In SR OS route flap damping is configurable; by default, it is disabled. It can be enabled on EBGP and confed-EBGP sessions by including the damping command in their group or neighbor configuration. The damping command has no effect on IBGP sessions. When a route of any type (any AFI/SAFI) is received on a non-IBGP session that has damping enabled.
If the route changes from reachable to unreachable because of a withdrawal by the peer then damping history is created for the route (if it does not already exist) and in that history the Figure of Merit (FOM), an accumulated penalty value, is incremented by 1024.
If a reachable route is updated by the peer with new path attribute values then the FOM is incremented by 1024.
In SR OS the FOM has a hard upper limit of 21540 (not configurable).
The FOM value is decayed exponentially as described in RFC 2439. The half-life of the decay is 15 minutes by default, however a BGP import policy can be used to apply a non-default damping profile to the route, and the half-life in the non-default damping profile can have any value between 1 and 45 minutes.
The FOM value at the last time of update can be displayed using the show router bgp damping detail command. The time of last update can be up to 640 seconds ago; SR OS does not calculate the current FOM every time the show command is entered.

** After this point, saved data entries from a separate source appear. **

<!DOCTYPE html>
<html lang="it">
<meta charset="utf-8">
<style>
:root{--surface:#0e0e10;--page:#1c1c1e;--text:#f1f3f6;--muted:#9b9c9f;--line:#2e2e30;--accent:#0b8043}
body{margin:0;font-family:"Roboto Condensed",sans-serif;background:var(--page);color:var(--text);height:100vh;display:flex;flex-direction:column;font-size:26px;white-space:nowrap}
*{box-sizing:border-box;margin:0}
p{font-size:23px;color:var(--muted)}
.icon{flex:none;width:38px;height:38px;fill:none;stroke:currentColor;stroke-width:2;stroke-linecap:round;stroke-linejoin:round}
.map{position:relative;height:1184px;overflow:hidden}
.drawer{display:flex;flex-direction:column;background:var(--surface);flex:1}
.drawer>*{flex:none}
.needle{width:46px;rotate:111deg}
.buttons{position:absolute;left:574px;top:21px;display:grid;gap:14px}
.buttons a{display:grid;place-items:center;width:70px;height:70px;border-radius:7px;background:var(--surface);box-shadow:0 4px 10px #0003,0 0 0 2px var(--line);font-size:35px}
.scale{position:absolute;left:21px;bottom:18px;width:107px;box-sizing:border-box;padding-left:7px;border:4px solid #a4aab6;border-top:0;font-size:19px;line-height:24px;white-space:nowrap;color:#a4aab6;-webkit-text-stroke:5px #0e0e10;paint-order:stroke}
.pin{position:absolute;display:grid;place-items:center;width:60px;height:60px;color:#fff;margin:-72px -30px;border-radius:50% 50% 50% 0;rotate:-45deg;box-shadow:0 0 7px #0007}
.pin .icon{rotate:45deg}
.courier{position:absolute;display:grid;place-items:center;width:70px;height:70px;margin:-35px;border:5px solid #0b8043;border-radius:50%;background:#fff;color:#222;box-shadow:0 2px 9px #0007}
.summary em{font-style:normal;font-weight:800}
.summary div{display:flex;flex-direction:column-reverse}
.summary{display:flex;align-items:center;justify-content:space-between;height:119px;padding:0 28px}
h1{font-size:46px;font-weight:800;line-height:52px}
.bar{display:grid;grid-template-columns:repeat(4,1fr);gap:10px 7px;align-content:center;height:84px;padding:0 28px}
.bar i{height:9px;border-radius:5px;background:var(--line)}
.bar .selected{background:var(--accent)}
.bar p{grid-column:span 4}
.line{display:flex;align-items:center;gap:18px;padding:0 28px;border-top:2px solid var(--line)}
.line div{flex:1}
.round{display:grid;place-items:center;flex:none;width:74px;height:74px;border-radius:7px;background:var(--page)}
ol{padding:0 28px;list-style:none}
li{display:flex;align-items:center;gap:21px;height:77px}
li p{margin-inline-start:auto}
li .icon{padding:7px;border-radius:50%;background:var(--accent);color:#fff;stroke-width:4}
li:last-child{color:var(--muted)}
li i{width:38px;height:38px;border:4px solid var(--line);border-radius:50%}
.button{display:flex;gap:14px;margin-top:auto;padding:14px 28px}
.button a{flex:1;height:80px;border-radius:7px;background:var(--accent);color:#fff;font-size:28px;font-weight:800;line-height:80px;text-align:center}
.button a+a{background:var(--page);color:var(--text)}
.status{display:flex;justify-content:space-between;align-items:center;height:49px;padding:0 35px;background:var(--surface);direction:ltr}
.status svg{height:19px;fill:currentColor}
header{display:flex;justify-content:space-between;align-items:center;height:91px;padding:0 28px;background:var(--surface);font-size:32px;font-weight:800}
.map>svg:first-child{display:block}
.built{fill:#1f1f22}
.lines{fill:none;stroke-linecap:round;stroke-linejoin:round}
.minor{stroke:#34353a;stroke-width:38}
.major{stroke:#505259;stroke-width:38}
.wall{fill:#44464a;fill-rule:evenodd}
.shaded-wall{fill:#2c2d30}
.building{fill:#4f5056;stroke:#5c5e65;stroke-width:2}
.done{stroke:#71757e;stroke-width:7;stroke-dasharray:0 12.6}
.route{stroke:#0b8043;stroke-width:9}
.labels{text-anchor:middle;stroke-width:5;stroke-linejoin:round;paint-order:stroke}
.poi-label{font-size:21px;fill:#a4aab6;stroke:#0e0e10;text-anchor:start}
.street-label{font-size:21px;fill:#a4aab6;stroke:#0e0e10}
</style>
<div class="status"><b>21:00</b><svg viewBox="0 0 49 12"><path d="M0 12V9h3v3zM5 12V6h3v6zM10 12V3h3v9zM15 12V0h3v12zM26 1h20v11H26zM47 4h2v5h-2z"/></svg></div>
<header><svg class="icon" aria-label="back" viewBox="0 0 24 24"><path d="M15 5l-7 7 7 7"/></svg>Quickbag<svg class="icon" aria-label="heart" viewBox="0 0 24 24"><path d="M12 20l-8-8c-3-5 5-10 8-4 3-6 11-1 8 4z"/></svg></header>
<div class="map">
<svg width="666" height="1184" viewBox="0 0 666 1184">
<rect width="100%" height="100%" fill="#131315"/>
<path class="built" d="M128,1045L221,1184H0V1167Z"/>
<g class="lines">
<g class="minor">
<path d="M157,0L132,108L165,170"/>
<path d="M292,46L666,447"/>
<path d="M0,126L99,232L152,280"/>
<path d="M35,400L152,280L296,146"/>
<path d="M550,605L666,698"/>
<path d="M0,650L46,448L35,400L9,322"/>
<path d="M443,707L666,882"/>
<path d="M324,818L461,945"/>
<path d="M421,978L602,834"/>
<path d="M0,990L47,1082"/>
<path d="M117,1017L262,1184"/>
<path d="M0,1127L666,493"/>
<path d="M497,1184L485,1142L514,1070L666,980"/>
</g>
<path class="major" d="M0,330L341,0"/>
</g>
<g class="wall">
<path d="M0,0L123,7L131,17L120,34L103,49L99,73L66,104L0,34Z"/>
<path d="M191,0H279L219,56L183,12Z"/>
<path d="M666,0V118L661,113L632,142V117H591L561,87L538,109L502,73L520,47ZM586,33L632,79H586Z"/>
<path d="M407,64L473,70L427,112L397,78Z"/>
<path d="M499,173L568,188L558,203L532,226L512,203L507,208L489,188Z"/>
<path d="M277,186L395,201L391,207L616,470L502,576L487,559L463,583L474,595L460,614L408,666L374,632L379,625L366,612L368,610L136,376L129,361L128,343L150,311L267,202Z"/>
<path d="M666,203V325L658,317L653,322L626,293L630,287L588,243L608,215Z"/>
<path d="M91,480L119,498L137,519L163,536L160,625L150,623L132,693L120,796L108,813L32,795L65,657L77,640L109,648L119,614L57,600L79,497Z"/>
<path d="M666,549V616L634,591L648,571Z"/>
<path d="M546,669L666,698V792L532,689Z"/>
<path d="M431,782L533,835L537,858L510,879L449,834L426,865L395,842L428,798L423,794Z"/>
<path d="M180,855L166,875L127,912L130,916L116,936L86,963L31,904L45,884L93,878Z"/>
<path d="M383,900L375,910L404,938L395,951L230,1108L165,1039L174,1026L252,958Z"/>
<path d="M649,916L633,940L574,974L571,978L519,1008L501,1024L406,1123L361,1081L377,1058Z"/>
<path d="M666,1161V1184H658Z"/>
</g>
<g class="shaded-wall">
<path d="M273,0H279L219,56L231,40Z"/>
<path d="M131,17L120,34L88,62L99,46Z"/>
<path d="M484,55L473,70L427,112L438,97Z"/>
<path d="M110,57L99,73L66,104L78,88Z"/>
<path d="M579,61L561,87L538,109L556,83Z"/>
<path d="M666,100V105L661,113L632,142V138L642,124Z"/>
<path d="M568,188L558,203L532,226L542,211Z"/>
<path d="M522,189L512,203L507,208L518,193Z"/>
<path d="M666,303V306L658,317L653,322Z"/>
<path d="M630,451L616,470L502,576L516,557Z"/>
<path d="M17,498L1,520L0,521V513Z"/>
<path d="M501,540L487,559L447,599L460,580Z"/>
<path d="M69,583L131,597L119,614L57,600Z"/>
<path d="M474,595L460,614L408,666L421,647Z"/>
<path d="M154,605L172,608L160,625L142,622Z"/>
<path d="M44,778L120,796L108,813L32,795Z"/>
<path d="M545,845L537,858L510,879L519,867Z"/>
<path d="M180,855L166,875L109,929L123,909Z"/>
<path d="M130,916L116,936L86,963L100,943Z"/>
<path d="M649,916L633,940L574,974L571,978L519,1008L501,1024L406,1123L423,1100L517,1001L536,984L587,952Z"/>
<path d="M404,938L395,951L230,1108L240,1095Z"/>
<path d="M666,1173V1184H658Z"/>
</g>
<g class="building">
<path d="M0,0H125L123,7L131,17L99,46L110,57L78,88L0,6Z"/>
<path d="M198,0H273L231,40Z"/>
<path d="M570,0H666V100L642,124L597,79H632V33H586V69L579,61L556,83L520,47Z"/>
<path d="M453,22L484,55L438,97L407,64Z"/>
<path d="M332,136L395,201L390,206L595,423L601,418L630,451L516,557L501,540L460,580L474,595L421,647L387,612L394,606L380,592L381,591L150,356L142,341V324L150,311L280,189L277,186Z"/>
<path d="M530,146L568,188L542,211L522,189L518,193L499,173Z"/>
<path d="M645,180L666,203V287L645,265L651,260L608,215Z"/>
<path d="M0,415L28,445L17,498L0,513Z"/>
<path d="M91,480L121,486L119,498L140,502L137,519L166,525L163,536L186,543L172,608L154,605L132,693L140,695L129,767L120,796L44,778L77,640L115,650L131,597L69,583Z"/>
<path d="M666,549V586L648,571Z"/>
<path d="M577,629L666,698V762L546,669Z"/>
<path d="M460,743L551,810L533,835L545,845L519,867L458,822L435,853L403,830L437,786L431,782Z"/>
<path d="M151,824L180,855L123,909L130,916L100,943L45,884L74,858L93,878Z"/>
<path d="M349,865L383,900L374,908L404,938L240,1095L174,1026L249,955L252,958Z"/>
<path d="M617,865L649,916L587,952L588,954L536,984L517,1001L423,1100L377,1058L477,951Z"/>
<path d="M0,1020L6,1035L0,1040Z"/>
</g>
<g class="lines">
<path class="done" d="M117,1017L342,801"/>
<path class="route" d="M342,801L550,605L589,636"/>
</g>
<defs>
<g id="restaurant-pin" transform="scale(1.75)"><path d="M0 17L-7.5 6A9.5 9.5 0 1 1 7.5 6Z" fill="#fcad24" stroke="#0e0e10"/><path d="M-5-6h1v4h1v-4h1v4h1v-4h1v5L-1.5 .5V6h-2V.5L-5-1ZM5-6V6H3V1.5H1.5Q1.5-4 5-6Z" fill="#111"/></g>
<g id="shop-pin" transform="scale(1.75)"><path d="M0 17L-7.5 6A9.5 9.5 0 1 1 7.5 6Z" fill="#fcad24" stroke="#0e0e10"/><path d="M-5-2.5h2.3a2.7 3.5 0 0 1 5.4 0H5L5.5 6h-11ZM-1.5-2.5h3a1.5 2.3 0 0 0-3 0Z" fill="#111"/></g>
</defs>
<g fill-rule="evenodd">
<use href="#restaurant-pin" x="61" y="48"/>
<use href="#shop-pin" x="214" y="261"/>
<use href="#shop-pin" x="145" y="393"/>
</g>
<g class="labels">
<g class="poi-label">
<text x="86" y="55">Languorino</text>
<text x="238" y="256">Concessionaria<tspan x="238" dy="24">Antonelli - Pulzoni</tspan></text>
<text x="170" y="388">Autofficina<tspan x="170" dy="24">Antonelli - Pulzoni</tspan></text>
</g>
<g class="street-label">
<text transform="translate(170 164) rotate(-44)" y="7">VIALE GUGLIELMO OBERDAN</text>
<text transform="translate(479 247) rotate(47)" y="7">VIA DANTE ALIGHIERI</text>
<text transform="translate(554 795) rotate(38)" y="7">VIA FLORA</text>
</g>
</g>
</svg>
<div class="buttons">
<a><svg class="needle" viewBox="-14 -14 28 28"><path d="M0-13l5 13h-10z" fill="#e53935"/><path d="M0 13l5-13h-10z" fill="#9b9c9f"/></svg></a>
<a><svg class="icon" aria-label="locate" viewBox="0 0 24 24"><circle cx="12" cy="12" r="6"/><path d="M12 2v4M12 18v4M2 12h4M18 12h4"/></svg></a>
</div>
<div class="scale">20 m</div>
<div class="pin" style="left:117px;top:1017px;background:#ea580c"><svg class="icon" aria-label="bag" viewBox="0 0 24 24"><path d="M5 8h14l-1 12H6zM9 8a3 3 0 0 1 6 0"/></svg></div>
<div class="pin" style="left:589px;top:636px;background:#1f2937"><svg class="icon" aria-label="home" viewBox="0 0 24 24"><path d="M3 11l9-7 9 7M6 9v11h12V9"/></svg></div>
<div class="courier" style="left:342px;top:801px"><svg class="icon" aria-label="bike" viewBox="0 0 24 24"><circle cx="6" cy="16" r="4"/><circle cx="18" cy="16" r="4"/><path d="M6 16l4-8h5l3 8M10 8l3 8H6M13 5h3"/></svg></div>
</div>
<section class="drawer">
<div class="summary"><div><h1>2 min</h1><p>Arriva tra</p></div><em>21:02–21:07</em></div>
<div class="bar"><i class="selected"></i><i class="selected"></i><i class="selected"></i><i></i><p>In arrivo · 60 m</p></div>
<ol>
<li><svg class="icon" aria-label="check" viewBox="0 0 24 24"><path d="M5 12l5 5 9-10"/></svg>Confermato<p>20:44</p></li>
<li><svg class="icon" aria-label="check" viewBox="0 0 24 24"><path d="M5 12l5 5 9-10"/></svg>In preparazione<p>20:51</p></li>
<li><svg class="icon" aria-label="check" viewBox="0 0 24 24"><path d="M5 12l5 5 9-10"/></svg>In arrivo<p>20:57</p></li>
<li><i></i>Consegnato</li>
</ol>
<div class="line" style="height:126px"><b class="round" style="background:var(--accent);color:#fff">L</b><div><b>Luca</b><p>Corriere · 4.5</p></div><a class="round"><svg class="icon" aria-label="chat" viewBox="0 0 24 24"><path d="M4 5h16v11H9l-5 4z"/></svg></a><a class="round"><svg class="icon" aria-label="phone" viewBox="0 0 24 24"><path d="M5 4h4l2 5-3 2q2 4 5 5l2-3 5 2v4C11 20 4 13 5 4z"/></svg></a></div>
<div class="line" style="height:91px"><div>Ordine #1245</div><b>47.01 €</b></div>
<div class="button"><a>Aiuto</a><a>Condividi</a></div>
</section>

When the FOM reaches the suppress limit, which is 3000 by default, but can be changed to any value between 1 and 20000 in a non-default damping profile, the route is suppressed, meaning it is not used locally and not advertised to peers. The route remains suppressed until either the FOM exponentially decays to a value less than or equal to the reuse threshold or the max-suppress time is reached. By default, the reuse threshold is 750 and the max-suppress time is 60 minutes, but these can be changed in a non-default damping profile: reuse can have a value between 1 and 20000 and max-suppress can have a value between 1 and 720 minutes.